Report the count of lines below that include "List", without any other text.

SOURCE MATERIAL:
§ §

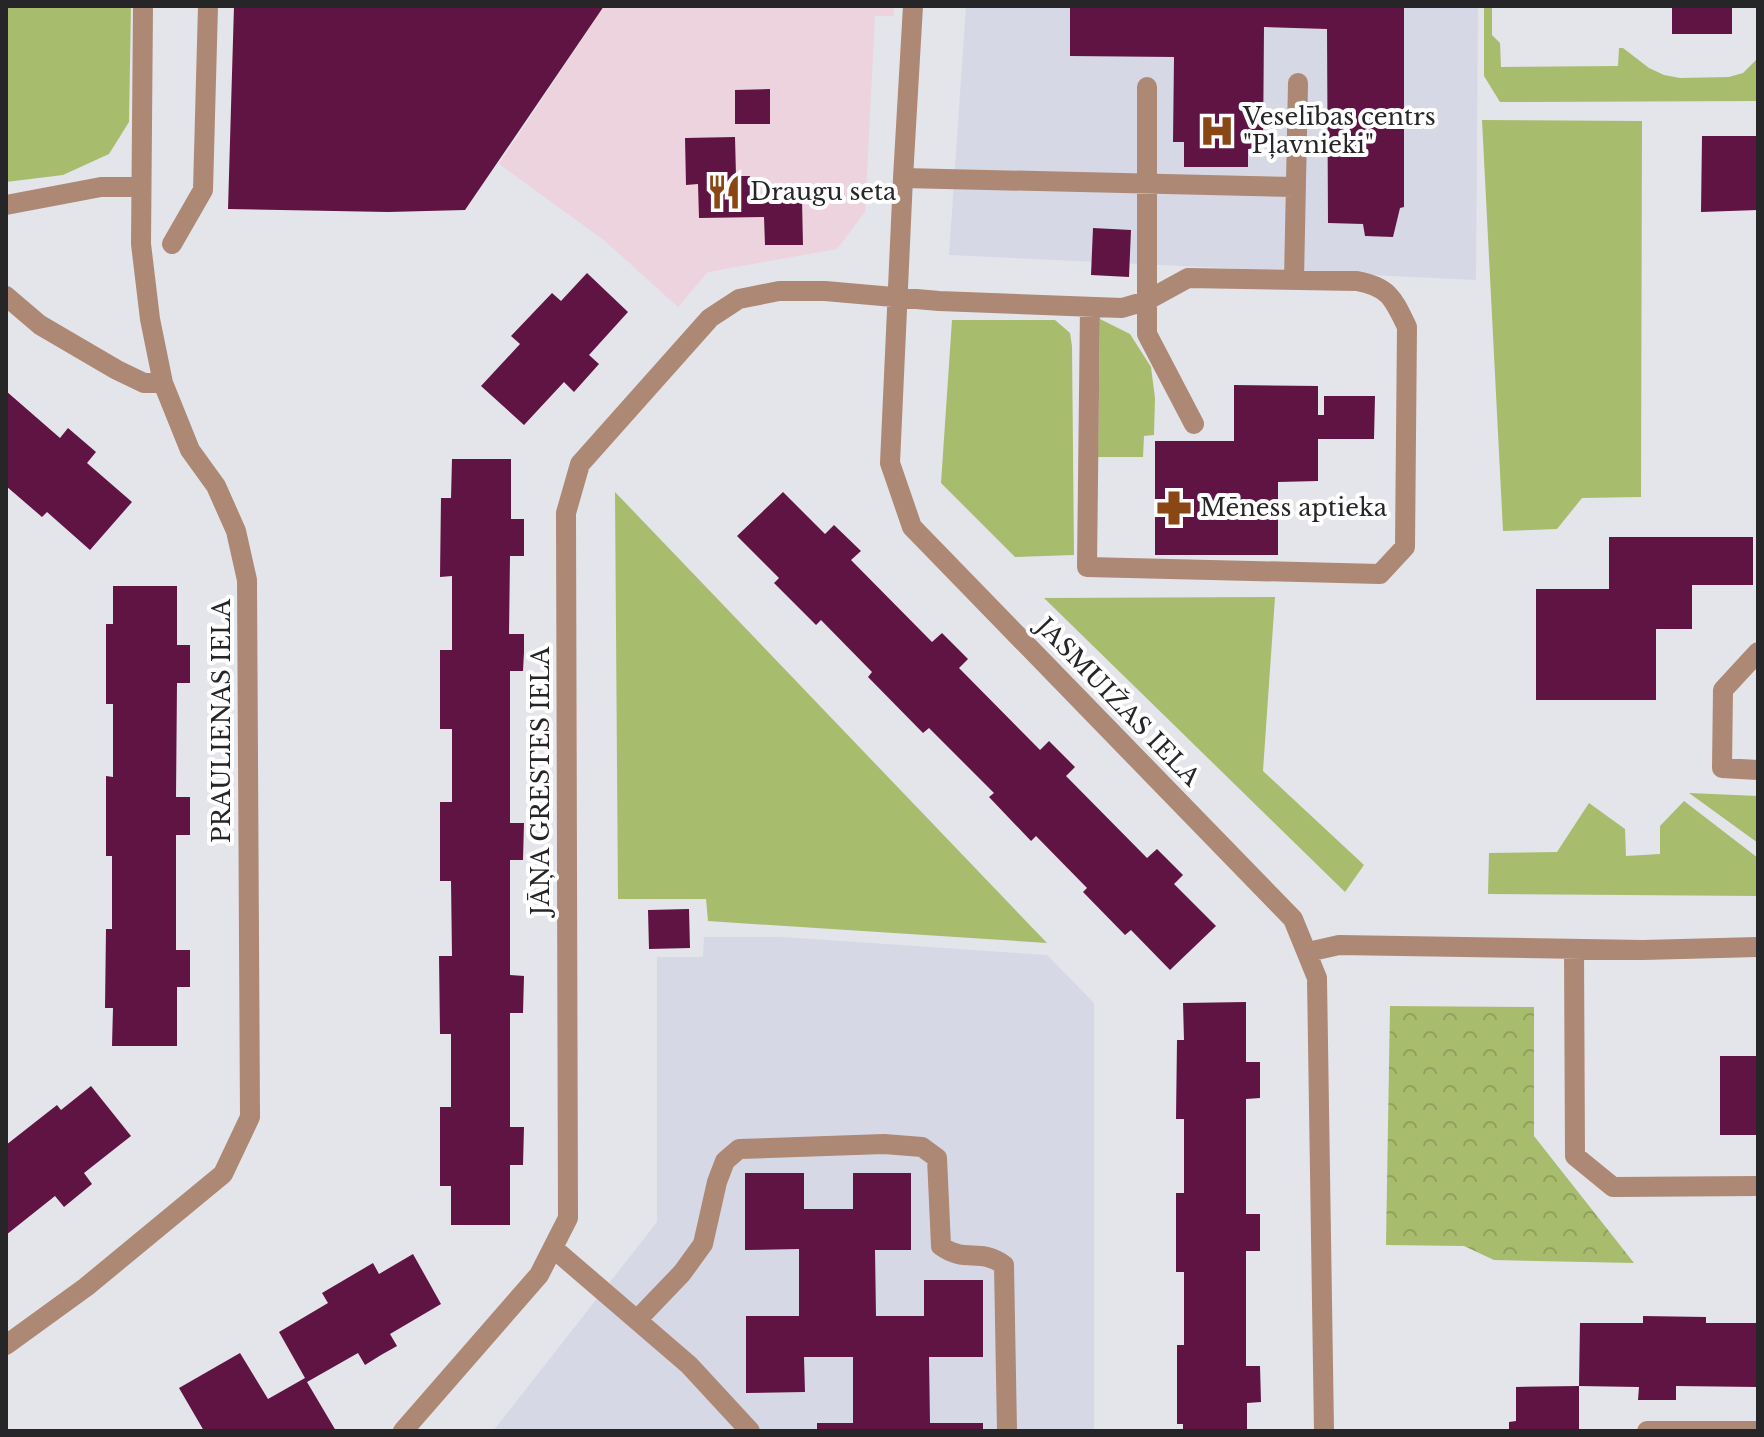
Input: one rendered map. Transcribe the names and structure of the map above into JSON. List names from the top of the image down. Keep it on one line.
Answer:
{"streets":{"street":["JASMUIŽAS IELA","PRAULIENAS IELA","JĀŅA GRESTES IELA"]},"crossings":[["JASMUIŽAS IELA","JĀŅA GRESTES IELA"]],"places":{"hospital":["Veselības centrs \"Pļavnieki\""],"restaurant":["Draugu seta"],"pharmacy":["Mēness aptieka"]}}
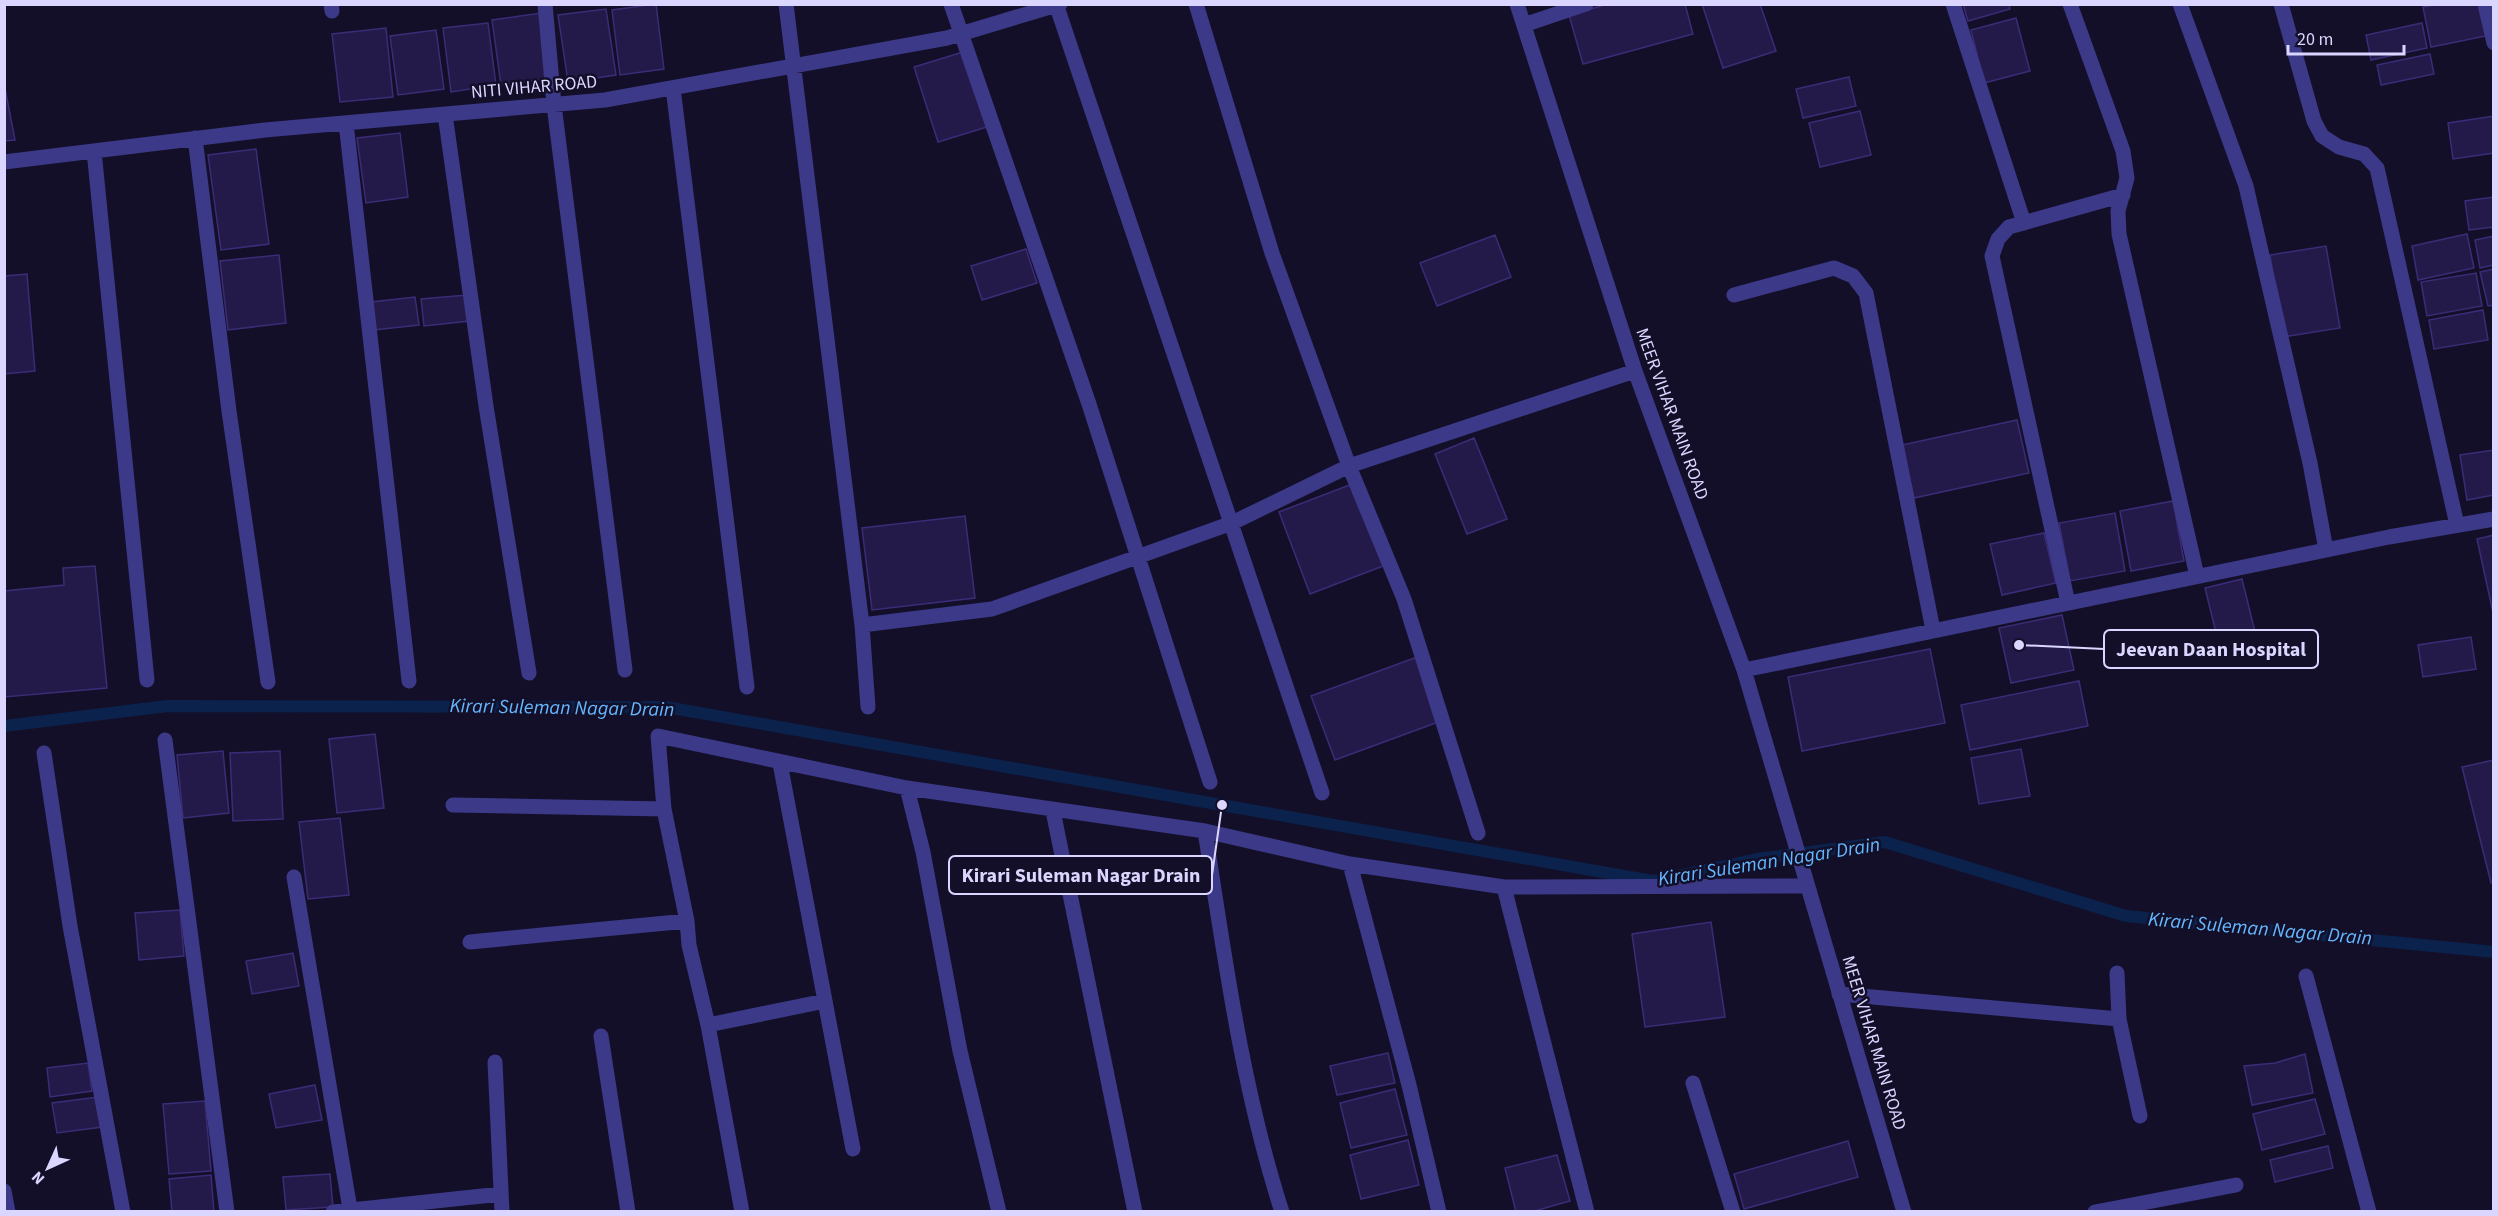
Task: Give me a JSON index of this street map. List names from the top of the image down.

§ §

WORKED SOLUTION: 2